All groups in this year’s competition have improved, Moult said. But with AlphaFold, Lupas says, “The game has changed.” In fact, the organizers were concerned that DeepMind was cheating in some way. That is why Lupa’s posed a special challenge: a membrane protein from a kind of archaea, an ancient group of microbes. For 10 years, his research team tried every trick in the book to get an X-ray crystal structure from the protein. “We couldn’t solve it.”
But AlphaFold had no problems. It provided a detailed image of a three-part protein with two long spiral arms in the center. The model enabled Lupas and his colleagues to understand their X-ray data; within half an hour they had adapted their experimental results to the predicted structure of AlphaFold. “It’s almost perfect,” says Lupas. “They couldn’t possibly have cheated this. I don’t know how they do it. “
As a condition of entering CASP, DeepMind – like all groups – agreed to reveal enough details about its method so that other groups could recreate it. That will be a boon to experimentalists, who can use accurate structure predictions to understand opaque X-ray and cryo-EM data.

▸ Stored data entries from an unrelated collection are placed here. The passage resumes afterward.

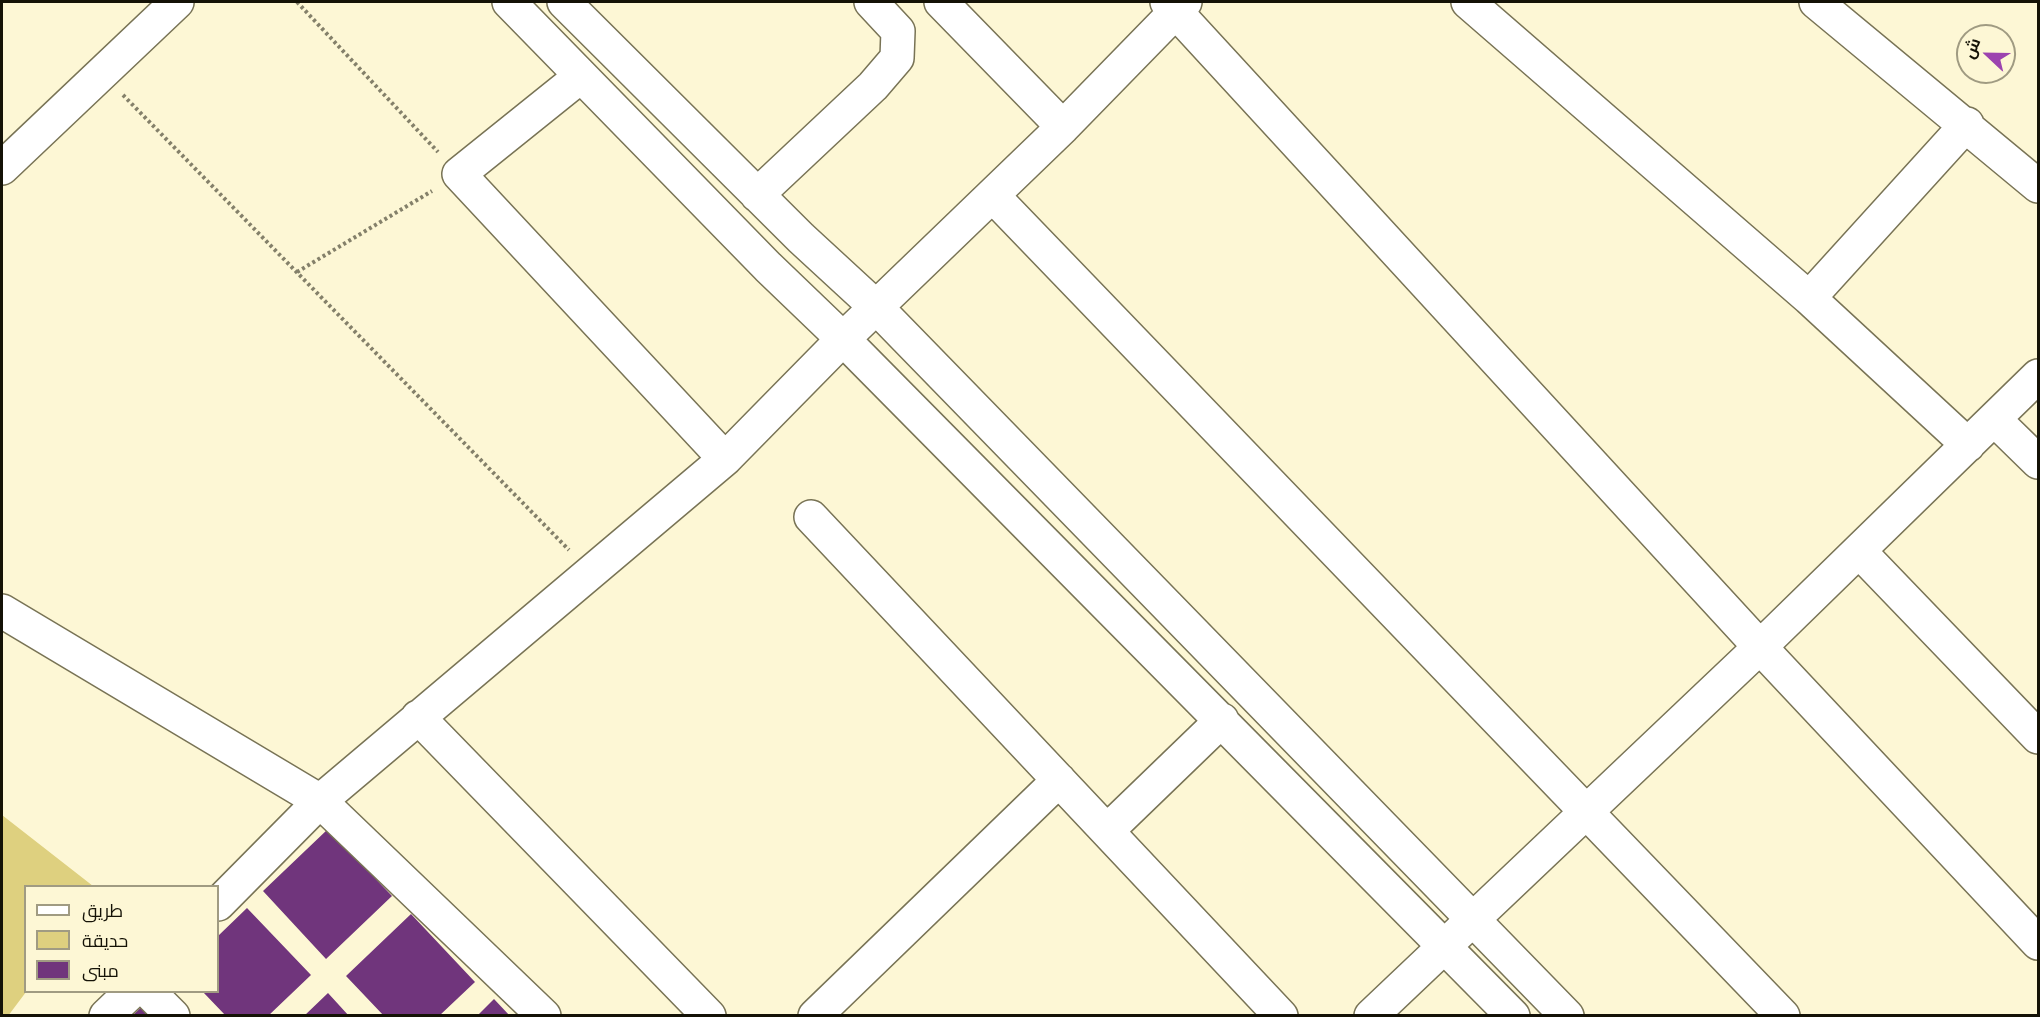 <!DOCTYPE html>
<meta charset="utf-8">
<style>
body{margin:0}
#map{position:relative;width:2040px;height:1017px;overflow:hidden;background:#fdf7d5;font-family:Manrope,Cairo,sans-serif}
canvas{display:block}
.frame{position:absolute;inset:0;border:3px solid #141206;pointer-events:none}
.legend{position:absolute;left:24px;top:885px;width:195px;height:108px;box-sizing:border-box;background:#fdf7d5;border:2px solid #a09b82;margin:0;padding:8px 10px;list-style:none;font-size:18px;color:#141206}
.legend li{display:flex;align-items:center;gap:12px;height:30px}
.legend b{width:30px;border:2px solid #a09b82}
.north{position:absolute;left:1956px;top:24px;width:60px;height:60px;box-sizing:border-box;background:#fdf7d5;border:2px solid #a09b82;border-radius:50%;rotate:292deg;font-size:16px;font-weight:700;line-height:24px;text-align:center;color:#141206}
.north::after{content:'';display:block;margin:auto;width:21px;height:27px;background:#9c43af;clip-path:polygon(50% 0,100% 100%,50% 72%,0 100%)}
</style>
<div id="map">
<canvas width="2040" height="1017"></canvas>
<div class="frame"></div>
<ul class="legend">
<li><b style="height:8px;background:#fff"></b>طريق</li>
<li><b style="height:16px;background:#ded07f"></b>حديقة</li>
<li><b style="height:16px;background:#70357c"></b>مبنى</li>
</ul>
<div class="north">ش</div>
</div>
<script>
const ctx = document.querySelector('canvas').getContext('2d');
ctx.lineJoin = 'round';
function fillPath(path, color) {
  ctx.fillStyle = color;
  ctx.fill(path, 'evenodd');
}
function trace(path, color, width, dash) {
  ctx.strokeStyle = color;
  ctx.lineWidth = width;
  ctx.lineCap = dash ? 'butt' : 'round';
  ctx.setLineDash(dash || []);
  ctx.stroke(path);
}
fillPath(new Path2D(`
 M 2,815 L 93,886 L 26,886 L 26,992 L 8,1016 L 2,1015 Z`), '#ded07f');
fillPath(new Path2D(`
 M 328,829 L 392,896 L 326,959 L 263,891 Z
 M 247,908 L 311,975 L 268,1016 L 226,1016 L 203,992 L 218,992 L 218,936 Z
 M 411,914 L 475,982 L 439,1016 L 384,1016 L 346,976 Z
 M 328,993 L 349,1016 L 304,1016 Z
 M 150,999 L 165,1016 L 132,1016 Z
 M 494,999 L 510,1016 L 477,1016 Z`), '#70357c');
const street = new Path2D(`
 M 509,2 L 768,267 L 843,339 L 1513,1016
 M 564,2 L 801,238 L 877,308 L 1567,1016
 M 941,2 L 1063,127
 M 1167,2 L 1760,647 L 2038,943
 M 1468,2 L 1809,298 L 1968,445
 M 1816,2 L 2038,186
 M 581,76 L 459,174 L 725,459
 M 2,168 L 177,2
 M 757,195 L 873,86 L 897,58 L 898,31 L 871,2
 M 993,196 L 1783,1016
 M 1809,298 L 1967,124
 M 1994,419 L 2038,462
 M 811,517 L 1281,1016
 M 1859,551 L 2038,737
 M 2,611 L 320,801 L 544,1016
 M 418,717 L 709,1016
 M 1107,831 L 1222,720
 M 218,904 L 320,801 L 725,459 L 843,339 L 1063,127 L 1185,2
 M 149,992 L 173,1016
 M 106,1016 L 131,992
 M 815,1016 L 1059,780
 M 1371,1016 L 1760,647 L 2038,376`);
trace(street, '#787355', 36);
trace(new Path2D(`
 M 297,2 L 438,152
 M 123,95 L 569,550
 M 297,272 L 432,191`), '#84806a', 4, [3, 3]);
trace(street, '#fff', 33);
</script>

It could also enable drug designers to quickly figure out the structure of any protein in new and dangerous pathogens like SARS-CoV-2, an important step in the search for molecules to block them, Moult says.

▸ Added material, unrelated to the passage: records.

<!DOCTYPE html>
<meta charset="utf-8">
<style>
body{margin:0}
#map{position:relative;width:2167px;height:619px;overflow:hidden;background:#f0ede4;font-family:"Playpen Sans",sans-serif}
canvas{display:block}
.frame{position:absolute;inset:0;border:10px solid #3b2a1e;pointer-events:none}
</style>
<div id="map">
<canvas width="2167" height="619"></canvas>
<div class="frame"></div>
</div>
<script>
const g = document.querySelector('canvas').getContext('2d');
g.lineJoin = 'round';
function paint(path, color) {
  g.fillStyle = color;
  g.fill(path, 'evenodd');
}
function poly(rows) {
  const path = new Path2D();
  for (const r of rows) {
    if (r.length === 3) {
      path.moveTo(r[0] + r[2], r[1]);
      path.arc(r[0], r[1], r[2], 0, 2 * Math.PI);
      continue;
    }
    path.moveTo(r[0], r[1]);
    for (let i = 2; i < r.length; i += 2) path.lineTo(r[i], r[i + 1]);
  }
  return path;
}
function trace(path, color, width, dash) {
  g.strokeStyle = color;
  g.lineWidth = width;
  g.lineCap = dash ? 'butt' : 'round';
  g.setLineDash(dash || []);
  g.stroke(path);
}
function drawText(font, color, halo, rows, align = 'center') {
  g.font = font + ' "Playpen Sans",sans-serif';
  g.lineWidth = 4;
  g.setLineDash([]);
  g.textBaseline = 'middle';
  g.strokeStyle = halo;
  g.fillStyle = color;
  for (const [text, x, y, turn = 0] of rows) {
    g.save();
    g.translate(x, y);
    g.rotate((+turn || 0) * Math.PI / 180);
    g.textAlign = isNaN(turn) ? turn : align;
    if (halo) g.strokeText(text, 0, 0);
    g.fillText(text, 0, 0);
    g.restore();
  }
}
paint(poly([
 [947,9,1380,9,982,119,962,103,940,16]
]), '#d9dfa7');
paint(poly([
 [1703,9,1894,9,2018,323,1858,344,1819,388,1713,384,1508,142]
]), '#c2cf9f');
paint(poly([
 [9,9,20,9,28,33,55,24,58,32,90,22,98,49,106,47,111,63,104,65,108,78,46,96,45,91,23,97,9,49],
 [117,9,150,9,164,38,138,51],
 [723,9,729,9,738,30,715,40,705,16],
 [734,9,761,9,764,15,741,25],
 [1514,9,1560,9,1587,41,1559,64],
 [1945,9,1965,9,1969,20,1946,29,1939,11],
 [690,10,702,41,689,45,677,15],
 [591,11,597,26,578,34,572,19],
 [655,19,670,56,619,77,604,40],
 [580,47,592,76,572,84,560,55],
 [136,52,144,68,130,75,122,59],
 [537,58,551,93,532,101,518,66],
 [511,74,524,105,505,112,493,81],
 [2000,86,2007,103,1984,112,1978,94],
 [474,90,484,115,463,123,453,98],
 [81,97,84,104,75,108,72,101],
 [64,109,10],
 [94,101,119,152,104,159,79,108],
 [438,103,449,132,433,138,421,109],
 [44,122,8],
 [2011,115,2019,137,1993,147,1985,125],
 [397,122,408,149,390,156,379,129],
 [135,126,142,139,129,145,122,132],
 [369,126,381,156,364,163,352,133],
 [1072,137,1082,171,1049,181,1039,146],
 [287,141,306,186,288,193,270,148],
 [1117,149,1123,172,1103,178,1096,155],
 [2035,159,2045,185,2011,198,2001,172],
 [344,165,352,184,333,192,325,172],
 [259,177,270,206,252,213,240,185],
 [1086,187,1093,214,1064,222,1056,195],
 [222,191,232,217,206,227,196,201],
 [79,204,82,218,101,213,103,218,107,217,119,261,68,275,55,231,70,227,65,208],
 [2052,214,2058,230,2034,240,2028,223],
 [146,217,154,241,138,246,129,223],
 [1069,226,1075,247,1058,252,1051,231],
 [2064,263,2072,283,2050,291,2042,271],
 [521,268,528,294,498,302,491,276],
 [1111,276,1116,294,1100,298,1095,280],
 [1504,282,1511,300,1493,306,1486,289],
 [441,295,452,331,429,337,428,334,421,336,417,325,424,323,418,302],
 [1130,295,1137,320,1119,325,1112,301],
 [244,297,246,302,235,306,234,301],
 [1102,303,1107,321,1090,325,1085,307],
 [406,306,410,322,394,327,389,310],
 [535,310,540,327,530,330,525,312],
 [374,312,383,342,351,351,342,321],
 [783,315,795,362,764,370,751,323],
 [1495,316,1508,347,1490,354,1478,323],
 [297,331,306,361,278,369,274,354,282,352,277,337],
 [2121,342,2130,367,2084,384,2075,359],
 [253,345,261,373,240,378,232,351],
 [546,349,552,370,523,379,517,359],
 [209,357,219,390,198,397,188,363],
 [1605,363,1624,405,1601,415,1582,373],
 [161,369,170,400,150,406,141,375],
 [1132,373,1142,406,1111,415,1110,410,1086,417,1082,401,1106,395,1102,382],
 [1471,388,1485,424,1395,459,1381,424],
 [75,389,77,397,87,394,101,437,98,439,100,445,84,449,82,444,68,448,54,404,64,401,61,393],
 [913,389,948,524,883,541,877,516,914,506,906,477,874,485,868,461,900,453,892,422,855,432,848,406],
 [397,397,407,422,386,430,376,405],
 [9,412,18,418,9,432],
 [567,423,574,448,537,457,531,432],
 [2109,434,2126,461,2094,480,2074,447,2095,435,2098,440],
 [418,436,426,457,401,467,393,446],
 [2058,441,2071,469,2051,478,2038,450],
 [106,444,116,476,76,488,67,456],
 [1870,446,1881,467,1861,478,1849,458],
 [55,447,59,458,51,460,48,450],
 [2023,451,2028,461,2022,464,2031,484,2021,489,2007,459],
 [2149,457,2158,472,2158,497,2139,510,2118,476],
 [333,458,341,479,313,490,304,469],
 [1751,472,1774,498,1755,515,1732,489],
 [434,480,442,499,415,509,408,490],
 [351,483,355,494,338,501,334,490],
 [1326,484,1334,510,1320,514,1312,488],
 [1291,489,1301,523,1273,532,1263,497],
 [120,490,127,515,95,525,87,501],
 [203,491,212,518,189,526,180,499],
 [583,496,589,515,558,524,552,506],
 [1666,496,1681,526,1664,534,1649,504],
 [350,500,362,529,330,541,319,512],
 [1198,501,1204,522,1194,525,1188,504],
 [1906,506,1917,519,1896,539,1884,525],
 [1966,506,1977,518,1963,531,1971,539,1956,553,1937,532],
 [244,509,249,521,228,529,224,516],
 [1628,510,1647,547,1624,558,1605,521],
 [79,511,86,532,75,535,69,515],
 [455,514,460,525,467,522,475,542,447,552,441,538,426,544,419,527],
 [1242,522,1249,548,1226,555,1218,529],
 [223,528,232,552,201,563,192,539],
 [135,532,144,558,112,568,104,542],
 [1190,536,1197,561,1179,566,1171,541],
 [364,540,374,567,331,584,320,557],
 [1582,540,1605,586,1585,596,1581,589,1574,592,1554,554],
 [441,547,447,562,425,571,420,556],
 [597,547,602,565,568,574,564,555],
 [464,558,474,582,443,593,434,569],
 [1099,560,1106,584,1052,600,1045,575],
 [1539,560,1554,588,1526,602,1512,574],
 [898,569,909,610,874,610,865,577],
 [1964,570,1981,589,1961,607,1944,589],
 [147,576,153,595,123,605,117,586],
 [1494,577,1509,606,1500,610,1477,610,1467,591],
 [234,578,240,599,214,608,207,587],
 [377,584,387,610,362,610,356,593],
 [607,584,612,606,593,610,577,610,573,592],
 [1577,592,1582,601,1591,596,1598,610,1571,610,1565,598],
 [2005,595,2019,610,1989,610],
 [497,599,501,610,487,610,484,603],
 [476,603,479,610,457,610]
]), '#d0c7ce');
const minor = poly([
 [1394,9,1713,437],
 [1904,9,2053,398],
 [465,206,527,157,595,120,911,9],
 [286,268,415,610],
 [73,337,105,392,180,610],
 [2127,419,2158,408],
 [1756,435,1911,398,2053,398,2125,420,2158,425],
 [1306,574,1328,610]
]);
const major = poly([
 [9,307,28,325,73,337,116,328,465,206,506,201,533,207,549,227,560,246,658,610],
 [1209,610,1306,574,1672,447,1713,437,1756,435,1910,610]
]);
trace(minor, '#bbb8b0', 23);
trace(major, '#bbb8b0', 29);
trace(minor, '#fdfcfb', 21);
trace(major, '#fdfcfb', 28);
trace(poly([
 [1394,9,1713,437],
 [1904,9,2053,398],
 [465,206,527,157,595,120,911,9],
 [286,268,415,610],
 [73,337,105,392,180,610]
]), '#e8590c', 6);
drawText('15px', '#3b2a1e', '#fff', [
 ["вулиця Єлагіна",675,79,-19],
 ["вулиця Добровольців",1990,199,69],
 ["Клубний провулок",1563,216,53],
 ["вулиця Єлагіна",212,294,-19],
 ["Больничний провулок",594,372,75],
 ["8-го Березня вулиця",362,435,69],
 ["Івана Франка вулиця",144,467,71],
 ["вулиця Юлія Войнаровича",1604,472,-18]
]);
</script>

Yet AlphaFold is not doing everything right yet. In the match, it noticeably faltered on one protein, an amalgam of 52 small repeating segments, disrupting each other’s position as they converged. Jumper says the team now wants to train AlphaFold to resolve such structures, as well as those of complexes of proteins that work together to perform key functions in the cell.
While one major challenge has arisen, others will no doubt emerge. “This is not the end of anything,” says Thornton. “It is the start of many new things.”